There isn’t, but there doesn’t need to be. The Born rule can be legitimately applied only to significant magnitude claims!You mean claims about magnitudes in an experimental arrangement suitable for their measurement?
In general, “No”: plenty of magnitude claims about what happened long ago in a far-away uninhabited galaxy are perfectly significant. If you are concerned about which these might be, ask whether application of a model of decoherence would pick out a “pointer basis” close to diagonal in a basis of eigenfunctions of your favorite “observable” magnitude on your favorite quantum system. If yes, it’s O.K. to apply the Born rule: otherwise, not.
Why do this?
1. It is consistent: Kochen/Specker-type proofs don’t rule it out.
2. It works: beliefs formed in this way are reliably confirmed by experimental statistics: that’s why you should accept quantum mechanics and use it this way.What about the measurement problem? What about Bell?
The measurement problem arises only if one mistakenly takes the wave-function completely to describe a system to which it is assigned, including the entangled system+apparatus in a measurement. Since it doesn’t describe a system at all, no problem! (Quantum mechanics can’t explain why there is a unique outcome since its application presupposes that there is. Is that a problem? Only for those who put unreasonable demands on quantum mechanics—it’s still the best theory around!)
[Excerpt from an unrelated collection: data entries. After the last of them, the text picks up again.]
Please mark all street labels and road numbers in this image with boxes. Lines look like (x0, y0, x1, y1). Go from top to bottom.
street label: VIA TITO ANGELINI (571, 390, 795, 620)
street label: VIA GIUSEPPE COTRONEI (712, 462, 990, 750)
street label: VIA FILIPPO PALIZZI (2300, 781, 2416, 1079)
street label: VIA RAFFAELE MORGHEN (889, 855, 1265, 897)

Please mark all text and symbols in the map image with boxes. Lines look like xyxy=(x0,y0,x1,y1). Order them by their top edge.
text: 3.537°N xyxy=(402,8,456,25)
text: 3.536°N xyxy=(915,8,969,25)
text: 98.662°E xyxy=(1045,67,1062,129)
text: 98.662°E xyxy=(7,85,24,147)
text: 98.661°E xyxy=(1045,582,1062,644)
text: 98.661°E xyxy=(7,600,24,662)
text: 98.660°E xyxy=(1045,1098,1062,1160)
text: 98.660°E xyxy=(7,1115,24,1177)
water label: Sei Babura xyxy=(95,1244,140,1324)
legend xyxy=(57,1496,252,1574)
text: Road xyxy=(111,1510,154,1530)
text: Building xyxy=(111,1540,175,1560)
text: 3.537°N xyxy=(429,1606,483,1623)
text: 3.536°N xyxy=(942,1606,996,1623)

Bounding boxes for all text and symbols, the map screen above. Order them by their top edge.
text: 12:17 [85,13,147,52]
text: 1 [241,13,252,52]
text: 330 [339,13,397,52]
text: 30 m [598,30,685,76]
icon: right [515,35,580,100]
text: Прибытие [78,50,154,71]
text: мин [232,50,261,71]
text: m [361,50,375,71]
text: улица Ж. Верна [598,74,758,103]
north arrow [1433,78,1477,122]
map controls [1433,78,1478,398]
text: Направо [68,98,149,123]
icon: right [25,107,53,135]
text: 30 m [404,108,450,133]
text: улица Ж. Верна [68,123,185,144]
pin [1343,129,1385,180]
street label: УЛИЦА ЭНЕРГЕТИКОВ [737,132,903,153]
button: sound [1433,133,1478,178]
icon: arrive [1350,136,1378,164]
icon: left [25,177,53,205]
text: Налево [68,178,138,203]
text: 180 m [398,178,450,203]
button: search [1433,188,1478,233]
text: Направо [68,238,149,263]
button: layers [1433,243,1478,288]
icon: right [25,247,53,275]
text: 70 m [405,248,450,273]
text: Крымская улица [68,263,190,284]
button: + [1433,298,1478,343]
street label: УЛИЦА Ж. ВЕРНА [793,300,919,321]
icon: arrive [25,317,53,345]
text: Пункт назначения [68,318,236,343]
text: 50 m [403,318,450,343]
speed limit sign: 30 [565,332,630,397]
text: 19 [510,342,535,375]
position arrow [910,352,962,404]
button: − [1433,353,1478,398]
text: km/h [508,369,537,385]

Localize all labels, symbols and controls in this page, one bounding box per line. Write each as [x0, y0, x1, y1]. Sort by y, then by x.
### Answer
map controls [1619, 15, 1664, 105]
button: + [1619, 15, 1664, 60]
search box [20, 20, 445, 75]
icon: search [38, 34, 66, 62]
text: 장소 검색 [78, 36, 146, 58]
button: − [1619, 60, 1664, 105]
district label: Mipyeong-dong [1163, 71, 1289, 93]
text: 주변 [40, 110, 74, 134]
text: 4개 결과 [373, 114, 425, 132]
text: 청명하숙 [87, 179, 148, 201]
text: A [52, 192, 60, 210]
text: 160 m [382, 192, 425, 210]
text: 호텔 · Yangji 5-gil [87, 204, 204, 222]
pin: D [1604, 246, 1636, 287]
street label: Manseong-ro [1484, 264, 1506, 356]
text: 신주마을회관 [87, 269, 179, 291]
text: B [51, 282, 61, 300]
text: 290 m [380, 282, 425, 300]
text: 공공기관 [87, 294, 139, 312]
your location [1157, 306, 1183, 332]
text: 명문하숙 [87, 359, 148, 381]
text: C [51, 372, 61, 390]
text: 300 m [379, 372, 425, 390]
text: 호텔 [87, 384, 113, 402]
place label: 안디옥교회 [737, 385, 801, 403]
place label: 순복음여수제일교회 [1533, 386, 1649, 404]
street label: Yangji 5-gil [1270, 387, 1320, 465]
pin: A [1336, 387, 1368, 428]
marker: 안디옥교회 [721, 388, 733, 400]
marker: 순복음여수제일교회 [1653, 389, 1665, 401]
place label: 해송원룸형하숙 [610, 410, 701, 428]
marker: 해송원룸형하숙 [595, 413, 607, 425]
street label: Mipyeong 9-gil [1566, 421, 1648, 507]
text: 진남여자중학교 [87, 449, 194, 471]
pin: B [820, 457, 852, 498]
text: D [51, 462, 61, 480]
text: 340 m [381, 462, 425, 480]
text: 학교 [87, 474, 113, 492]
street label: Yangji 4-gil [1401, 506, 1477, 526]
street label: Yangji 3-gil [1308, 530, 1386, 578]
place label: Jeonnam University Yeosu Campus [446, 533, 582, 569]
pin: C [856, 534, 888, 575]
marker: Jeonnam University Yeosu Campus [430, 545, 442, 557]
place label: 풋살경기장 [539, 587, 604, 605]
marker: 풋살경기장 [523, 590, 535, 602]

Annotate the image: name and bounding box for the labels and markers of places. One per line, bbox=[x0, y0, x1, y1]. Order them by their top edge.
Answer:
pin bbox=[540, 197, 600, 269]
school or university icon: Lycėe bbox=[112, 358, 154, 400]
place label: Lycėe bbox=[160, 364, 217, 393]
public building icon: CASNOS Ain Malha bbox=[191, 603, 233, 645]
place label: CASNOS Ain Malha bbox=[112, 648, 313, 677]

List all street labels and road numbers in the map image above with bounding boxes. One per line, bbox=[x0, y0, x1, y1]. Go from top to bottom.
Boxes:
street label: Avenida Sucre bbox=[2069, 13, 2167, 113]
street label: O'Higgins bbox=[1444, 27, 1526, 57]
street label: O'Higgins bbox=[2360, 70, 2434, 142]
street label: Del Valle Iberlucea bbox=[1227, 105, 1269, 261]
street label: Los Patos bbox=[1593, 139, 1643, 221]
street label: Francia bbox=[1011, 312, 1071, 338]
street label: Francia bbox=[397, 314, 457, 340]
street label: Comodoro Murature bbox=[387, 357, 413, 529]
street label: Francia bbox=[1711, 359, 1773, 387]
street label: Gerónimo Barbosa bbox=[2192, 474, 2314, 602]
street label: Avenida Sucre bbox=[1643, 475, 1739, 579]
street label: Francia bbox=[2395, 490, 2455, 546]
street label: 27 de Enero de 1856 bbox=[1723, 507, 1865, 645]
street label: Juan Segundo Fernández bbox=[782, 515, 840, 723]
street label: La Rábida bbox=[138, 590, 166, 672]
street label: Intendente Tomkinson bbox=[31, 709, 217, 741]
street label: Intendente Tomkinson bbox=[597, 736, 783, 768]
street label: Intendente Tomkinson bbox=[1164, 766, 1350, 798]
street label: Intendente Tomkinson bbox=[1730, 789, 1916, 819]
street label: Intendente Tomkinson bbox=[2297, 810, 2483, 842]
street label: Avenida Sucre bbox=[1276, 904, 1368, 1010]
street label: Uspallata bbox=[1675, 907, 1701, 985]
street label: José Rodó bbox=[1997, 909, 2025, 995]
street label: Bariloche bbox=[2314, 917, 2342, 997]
Bell showed that no theory of local beables satisfying a factorizability condition he took to follow from an explication of an intuitive local causality requirement is consistent with certain quantum predictions, now amply confirmed by experiment. Quantum mechanics doesn’t satisfy this factorizability condition, but Bell’s argument for that condition from the intuitive local causality requirement makes assumptions that fail in quantum mechanics. Specifically, it assumes that an event has a unique chance. But the use of wave-functions in generating Born probabilities shows why both wave-functions and chances must be assigned relative to the space-time location of a hypothetical agent applying quantum mechanics. When this is done, quantum mechanics can be used to explain violation of Bell inequalities with no superluminal influences.